In spite of all these and other changes, the book solidly laid out firewall network structures. We don't see any significant variations of them, as yet. Its in depth discussions on impacts of various tcp/udp/icmp protocols upon firewalls are now the criteria we use to judge safeties of newly proposed ones. Despite new security softwares, and new exploits I must add, arrive daily, the book has established true home ground we start from. On the other hand, I am certainly interested in what authors would say looking at changes we have encountered.

Rating:
Summary: Beginner and Intermidiate excellence.......
Review: This book does a very good job of explaining what firewalls are, the function they serve, what they can and cannot do, and other topics related to them.
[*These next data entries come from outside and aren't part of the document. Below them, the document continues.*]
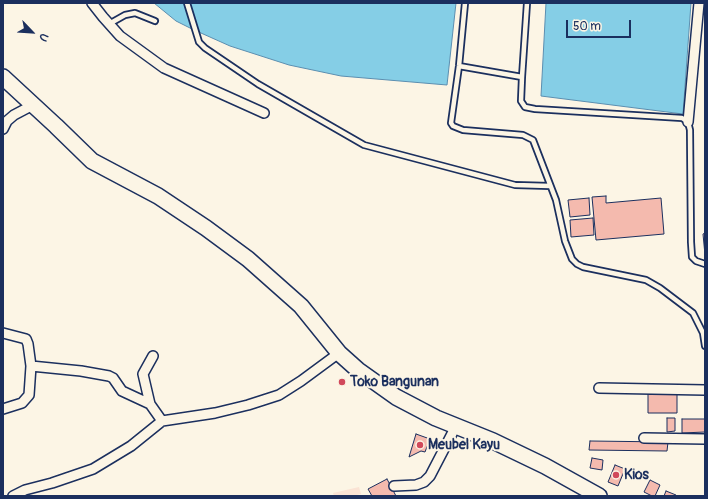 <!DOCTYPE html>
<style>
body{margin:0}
#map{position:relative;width:708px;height:499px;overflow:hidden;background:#fcf5e5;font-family:Pangolin,sans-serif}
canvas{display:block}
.frame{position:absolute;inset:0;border:4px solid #1b2f5e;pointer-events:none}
.north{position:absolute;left:12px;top:12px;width:40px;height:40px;-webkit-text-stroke:3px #fcf5e5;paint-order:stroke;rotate:115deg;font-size:11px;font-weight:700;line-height:16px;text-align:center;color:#1b2f5e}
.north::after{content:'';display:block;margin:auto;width:14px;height:18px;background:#1b2f5e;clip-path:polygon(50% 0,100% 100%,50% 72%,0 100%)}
.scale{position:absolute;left:566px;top:20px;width:65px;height:18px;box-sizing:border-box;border:2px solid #1b2f5e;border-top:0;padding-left:5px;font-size:12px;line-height:14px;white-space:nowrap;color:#1b2f5e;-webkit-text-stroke:3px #fcf5e5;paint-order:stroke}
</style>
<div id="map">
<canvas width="708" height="499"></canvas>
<div class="frame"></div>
<div class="north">U</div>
<div class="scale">50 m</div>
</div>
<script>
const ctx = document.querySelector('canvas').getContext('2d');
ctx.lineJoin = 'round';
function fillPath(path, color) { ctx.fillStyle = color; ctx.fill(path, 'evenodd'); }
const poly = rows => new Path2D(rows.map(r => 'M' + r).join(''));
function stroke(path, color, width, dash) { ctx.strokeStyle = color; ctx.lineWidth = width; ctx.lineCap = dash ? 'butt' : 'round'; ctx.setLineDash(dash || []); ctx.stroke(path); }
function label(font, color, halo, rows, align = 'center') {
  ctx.font = font + ' Pangolin,sans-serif'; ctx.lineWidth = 4; ctx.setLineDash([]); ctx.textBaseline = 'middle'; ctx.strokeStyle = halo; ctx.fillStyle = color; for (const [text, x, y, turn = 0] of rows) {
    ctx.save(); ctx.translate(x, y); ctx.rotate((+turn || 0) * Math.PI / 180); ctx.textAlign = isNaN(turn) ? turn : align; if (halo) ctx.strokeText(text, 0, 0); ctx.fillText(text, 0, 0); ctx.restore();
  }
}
fillPath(poly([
 [359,487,361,494,353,496,334,496,333,493]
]), '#fae3d4');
const water = poly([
 [154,3,456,3,447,85,341,76,289,65,230,46,192,29,176,21,154,3],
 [546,3,691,3,683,114,541,96,546,3]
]);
fillPath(water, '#85cee6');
stroke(water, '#5b8eb0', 1);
const building = poly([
 [606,196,606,203,661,198,664,234,596,240,592,197,606,196],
 [589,198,590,215,570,217,568,200,589,198],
 [593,218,594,235,571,237,570,220,593,218],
 [705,233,705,255,703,234,705,233],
 [648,394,677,394,677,413,648,413,648,394],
 [667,418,675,418,675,431,667,432,667,418],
 [682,419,705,419,705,432,682,433,682,419],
 [416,434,430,439,425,452,421,451,409,457,416,434],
 [590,441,668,442,667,451,589,450,590,441],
 [592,458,603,460,602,470,590,468,592,458],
 [615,465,625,469,618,486,608,482,615,465],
 [387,479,396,496,372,496,368,489,387,479],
 [650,480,660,485,655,496,652,496,644,492,650,480],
 [666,491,676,495,676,496,664,496,666,491]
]);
fillPath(building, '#f4baae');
stroke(building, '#1b2f5e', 1);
const service = poly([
 [187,3,199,42,205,48,258,84,364,145,515,185,550,186],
 [465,3,459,66,451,123,453,126,463,130,523,135,533,140,556,200,565,241,572,259,577,264,583,267,646,280,660,288,693,313,703,333,705,346],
 [109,24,125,15,135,13,155,21],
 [459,66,522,77,527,3],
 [522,77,521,101,525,107,535,109,682,118,688,122,690,130,691,242,692,257,696,261,705,264]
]);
const minor = poly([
 [92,3,103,17,120,36,164,68,264,113],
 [688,122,699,3],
 [3,129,7,121,14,115,33,105],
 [3,333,26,339,28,344,31,366,29,395,22,403,3,409],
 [31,366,81,371,109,376,113,378,122,391,150,404,162,421],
 [599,388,705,390],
 [150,404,143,374,153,356],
 [644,438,705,439],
 [394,486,416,485,424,482,430,476,456,426],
 [13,496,25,490,52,483,93,469,131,446,162,421,215,413,248,405,279,395,301,381,339,353]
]);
const trunk = poly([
 [3,77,56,126,92,161,158,196,206,228,248,259,301,306,339,353,358,370,396,397,436,418,493,441,545,466,599,496]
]);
stroke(service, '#1b2f5e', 8);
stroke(minor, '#1b2f5e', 12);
stroke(trunk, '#1b2f5e', 18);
stroke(service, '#fcf5e5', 4.5);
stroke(minor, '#fcf5e5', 9);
stroke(trunk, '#fcf5e5', 15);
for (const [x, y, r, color] of [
 [342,382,4,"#d1495b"],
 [420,445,4,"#d1495b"],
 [616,475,4,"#d1495b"]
]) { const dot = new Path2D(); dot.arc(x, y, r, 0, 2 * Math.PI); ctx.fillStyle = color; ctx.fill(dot); stroke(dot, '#fcf5e5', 1.5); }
label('bold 14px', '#1b2f5e', '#fcf5e5', [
 ["Toko Bangunan",350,382],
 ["Meubel Kayu",428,445],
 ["Kios",624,475]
], 'left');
</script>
I purchased this book to distribute to students as I teach Network Security in my place of business and it helped individuals with little or no experience in firewalls and servers understand and even setup and install a firewall on a network. If you are just learning about firewalls or know a moderate amount on them this is a good book to bring you to a very educated level.

Rating:
Summary: Extremely useful, packed with information
Review: This book has hundreds of little gems that will be very helpful for anyone who is designing or maintaining a firewall. While not specific enough to contain all you'll need to build a firewall it does have a great deal of information you can use to make your firewall more efficient and secure. Some examples are: how powerful your bastion host should be, general background on IPSec, different vulnerabilities of Java vs. Active X, why you want to keep your bastion host isolated from your internal network, a handy breakdown of some useful NT registry keys and an informative appendix on cryptography. The authors go through the majority of the most commonly used protocols (and implementations of those protocols) on the Internet and talk about the hazards of using them. I particularly enjoyed the sections on DNS (with its treatment of different types of DNS records, double reverse lookup and hiding information with multiple servers) and X Windows ( particularly how it's used by ssh and what XDMCP is for). Along with every protocol description there was also a nice section with advice on how to make it work with SOCKS. I also enjoyed the charts presenting packet filtering suggestions found throughout the book and the section on sample firewalls at the end which combined the charts. The only thing missing from this book was some more specific information on firewall implementation. There were also some occasions were the authors brought up protocols or applications just for the sake of mentioning them and then didn't provide any useful information about them. All in all though, this book was very much worth reading.

Rating:
Summary: Review
Review: This book says you all about Firewall & Internet Securities. This is written comparatively in easy language and is useful also to non technical persons.

Rating:
Summary: Essential for you computer bookshelf
Review: This is another fine example of O'Reilly's lucid and informative publishing. It is a must have (like a lot of O'Reilly books) for anyone interested in computer and internet security and should be read by all who are involved in administrating internetworked computer systems. Plain English descriptions and humorous little details like April Fool's Day RFC's make reading it unlike reading typical internetworking books. 27 extensive, well-organized chapters include firewall design, packet filtering, proxy systems, bastion hosts and even 2 sample firewalls. There is also a special appendix on cryptography. It could have been a bit more product-oriented (could have mentioned Cisco's Pix or Checkpoints FW-1, but I guess that's not the point of this book, really). This is the only book other than Crime & Punishment I have ever given 5 Stars!